Prompt: A word-for-word restatement of every entry is what is needed here.

[Opening Information provided section]

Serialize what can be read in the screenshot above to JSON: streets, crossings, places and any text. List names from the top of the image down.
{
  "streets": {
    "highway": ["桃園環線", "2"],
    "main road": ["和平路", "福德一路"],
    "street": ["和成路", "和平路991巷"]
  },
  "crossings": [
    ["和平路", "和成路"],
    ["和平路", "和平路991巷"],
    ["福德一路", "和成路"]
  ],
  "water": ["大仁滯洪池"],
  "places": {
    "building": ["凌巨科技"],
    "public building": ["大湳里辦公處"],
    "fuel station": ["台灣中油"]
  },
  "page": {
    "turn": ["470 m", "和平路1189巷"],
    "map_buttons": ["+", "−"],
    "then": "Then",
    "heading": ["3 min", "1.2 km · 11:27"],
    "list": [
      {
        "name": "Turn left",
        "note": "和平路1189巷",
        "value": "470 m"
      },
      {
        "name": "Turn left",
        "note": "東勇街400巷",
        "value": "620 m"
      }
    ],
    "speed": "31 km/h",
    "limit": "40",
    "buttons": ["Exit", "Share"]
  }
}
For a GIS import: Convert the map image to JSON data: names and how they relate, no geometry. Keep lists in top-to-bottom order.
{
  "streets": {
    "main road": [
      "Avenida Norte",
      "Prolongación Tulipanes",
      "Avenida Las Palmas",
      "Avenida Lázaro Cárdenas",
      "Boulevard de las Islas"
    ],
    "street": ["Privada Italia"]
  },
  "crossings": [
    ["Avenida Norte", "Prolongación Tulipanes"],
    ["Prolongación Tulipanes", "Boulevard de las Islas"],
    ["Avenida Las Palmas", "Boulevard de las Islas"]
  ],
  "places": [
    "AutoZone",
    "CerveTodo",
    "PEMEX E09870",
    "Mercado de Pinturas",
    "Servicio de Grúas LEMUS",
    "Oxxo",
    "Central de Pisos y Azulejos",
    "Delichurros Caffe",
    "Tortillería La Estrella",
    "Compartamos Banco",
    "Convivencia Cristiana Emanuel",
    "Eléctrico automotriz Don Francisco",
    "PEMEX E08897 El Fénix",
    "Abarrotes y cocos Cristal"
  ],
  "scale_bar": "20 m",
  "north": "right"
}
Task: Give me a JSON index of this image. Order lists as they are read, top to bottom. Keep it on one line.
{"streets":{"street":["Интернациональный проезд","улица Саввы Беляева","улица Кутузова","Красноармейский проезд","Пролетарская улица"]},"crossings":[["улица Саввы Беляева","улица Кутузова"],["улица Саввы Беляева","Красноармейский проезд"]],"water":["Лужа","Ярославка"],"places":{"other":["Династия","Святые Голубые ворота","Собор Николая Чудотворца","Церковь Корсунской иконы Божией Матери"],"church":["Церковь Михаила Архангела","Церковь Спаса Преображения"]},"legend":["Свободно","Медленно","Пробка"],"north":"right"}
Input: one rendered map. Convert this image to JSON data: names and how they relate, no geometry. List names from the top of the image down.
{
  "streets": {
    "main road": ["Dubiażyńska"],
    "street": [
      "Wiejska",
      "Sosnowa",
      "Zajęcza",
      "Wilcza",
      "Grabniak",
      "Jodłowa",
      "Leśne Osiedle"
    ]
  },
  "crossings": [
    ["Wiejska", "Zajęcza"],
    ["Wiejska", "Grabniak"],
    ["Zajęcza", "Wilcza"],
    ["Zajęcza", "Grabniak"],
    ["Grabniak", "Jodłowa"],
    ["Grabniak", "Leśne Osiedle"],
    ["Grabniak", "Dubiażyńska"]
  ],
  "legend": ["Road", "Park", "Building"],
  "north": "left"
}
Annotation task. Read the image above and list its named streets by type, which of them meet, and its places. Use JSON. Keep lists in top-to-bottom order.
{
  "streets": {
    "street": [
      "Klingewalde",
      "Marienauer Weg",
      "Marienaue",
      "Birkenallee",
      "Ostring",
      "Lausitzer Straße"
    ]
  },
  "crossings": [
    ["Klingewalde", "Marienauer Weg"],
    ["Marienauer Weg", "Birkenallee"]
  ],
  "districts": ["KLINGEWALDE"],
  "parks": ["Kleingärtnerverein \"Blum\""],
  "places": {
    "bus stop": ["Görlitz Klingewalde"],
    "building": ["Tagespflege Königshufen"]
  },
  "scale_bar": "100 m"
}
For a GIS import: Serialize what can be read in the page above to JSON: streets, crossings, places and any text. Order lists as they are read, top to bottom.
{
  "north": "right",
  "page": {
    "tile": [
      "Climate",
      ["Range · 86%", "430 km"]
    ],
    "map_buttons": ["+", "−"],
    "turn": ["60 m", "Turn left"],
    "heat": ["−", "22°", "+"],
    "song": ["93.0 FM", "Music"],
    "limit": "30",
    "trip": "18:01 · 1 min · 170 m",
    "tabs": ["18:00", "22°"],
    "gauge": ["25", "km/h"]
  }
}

[Closing Information provided section]

Final answer:
Serialize what can be read in the screenshot above to JSON: streets, crossings, places and any text. List names from the top of the image down.
{
  "streets": {
    "highway": ["桃園環線", "2"],
    "main road": ["和平路", "福德一路"],
    "street": ["和成路", "和平路991巷"]
  },
  "crossings": [
    ["和平路", "和成路"],
    ["和平路", "和平路991巷"],
    ["福德一路", "和成路"]
  ],
  "water": ["大仁滯洪池"],
  "places": {
    "building": ["凌巨科技"],
    "public building": ["大湳里辦公處"],
    "fuel station": ["台灣中油"]
  },
  "page": {
    "turn": ["470 m", "和平路1189巷"],
    "map_buttons": ["+", "−"],
    "then": "Then",
    "heading": ["3 min", "1.2 km · 11:27"],
    "list": [
      {
        "name": "Turn left",
        "note": "和平路1189巷",
        "value": "470 m"
      },
      {
        "name": "Turn left",
        "note": "東勇街400巷",
        "value": "620 m"
      }
    ],
    "speed": "31 km/h",
    "limit": "40",
    "buttons": ["Exit", "Share"]
  }
}
For a GIS import: Convert the map image to JSON data: names and how they relate, no geometry. Keep lists in top-to-bottom order.
{
  "streets": {
    "main road": [
      "Avenida Norte",
      "Prolongación Tulipanes",
      "Avenida Las Palmas",
      "Avenida Lázaro Cárdenas",
      "Boulevard de las Islas"
    ],
    "street": ["Privada Italia"]
  },
  "crossings": [
    ["Avenida Norte", "Prolongación Tulipanes"],
    ["Prolongación Tulipanes", "Boulevard de las Islas"],
    ["Avenida Las Palmas", "Boulevard de las Islas"]
  ],
  "places": [
    "AutoZone",
    "CerveTodo",
    "PEMEX E09870",
    "Mercado de Pinturas",
    "Servicio de Grúas LEMUS",
    "Oxxo",
    "Central de Pisos y Azulejos",
    "Delichurros Caffe",
    "Tortillería La Estrella",
    "Compartamos Banco",
    "Convivencia Cristiana Emanuel",
    "Eléctrico automotriz Don Francisco",
    "PEMEX E08897 El Fénix",
    "Abarrotes y cocos Cristal"
  ],
  "scale_bar": "20 m",
  "north": "right"
}
Task: Give me a JSON index of this image. Order lists as they are read, top to bottom. Keep it on one line.
{"streets":{"street":["Интернациональный проезд","улица Саввы Беляева","улица Кутузова","Красноармейский проезд","Пролетарская улица"]},"crossings":[["улица Саввы Беляева","улица Кутузова"],["улица Саввы Беляева","Красноармейский проезд"]],"water":["Лужа","Ярославка"],"places":{"other":["Династия","Святые Голубые ворота","Собор Николая Чудотворца","Церковь Корсунской иконы Божией Матери"],"church":["Церковь Михаила Архангела","Церковь Спаса Преображения"]},"legend":["Свободно","Медленно","Пробка"],"north":"right"}
Input: one rendered map. Convert this image to JSON data: names and how they relate, no geometry. List names from the top of the image down.
{
  "streets": {
    "main road": ["Dubiażyńska"],
    "street": [
      "Wiejska",
      "Sosnowa",
      "Zajęcza",
      "Wilcza",
      "Grabniak",
      "Jodłowa",
      "Leśne Osiedle"
    ]
  },
  "crossings": [
    ["Wiejska", "Zajęcza"],
    ["Wiejska", "Grabniak"],
    ["Zajęcza", "Wilcza"],
    ["Zajęcza", "Grabniak"],
    ["Grabniak", "Jodłowa"],
    ["Grabniak", "Leśne Osiedle"],
    ["Grabniak", "Dubiażyńska"]
  ],
  "legend": ["Road", "Park", "Building"],
  "north": "left"
}
Annotation task. Read the image above and list its named streets by type, which of them meet, and its places. Use JSON. Keep lists in top-to-bottom order.
{
  "streets": {
    "street": [
      "Klingewalde",
      "Marienauer Weg",
      "Marienaue",
      "Birkenallee",
      "Ostring",
      "Lausitzer Straße"
    ]
  },
  "crossings": [
    ["Klingewalde", "Marienauer Weg"],
    ["Marienauer Weg", "Birkenallee"]
  ],
  "districts": ["KLINGEWALDE"],
  "parks": ["Kleingärtnerverein \"Blum\""],
  "places": {
    "bus stop": ["Görlitz Klingewalde"],
    "building": ["Tagespflege Königshufen"]
  },
  "scale_bar": "100 m"
}
For a GIS import: Serialize what can be read in the page above to JSON: streets, crossings, places and any text. Order lists as they are read, top to bottom.
{
  "north": "right",
  "page": {
    "tile": [
      "Climate",
      ["Range · 86%", "430 km"]
    ],
    "map_buttons": ["+", "−"],
    "turn": ["60 m", "Turn left"],
    "heat": ["−", "22°", "+"],
    "song": ["93.0 FM", "Music"],
    "limit": "30",
    "trip": "18:01 · 1 min · 170 m",
    "tabs": ["18:00", "22°"],
    "gauge": ["25", "km/h"]
  }
}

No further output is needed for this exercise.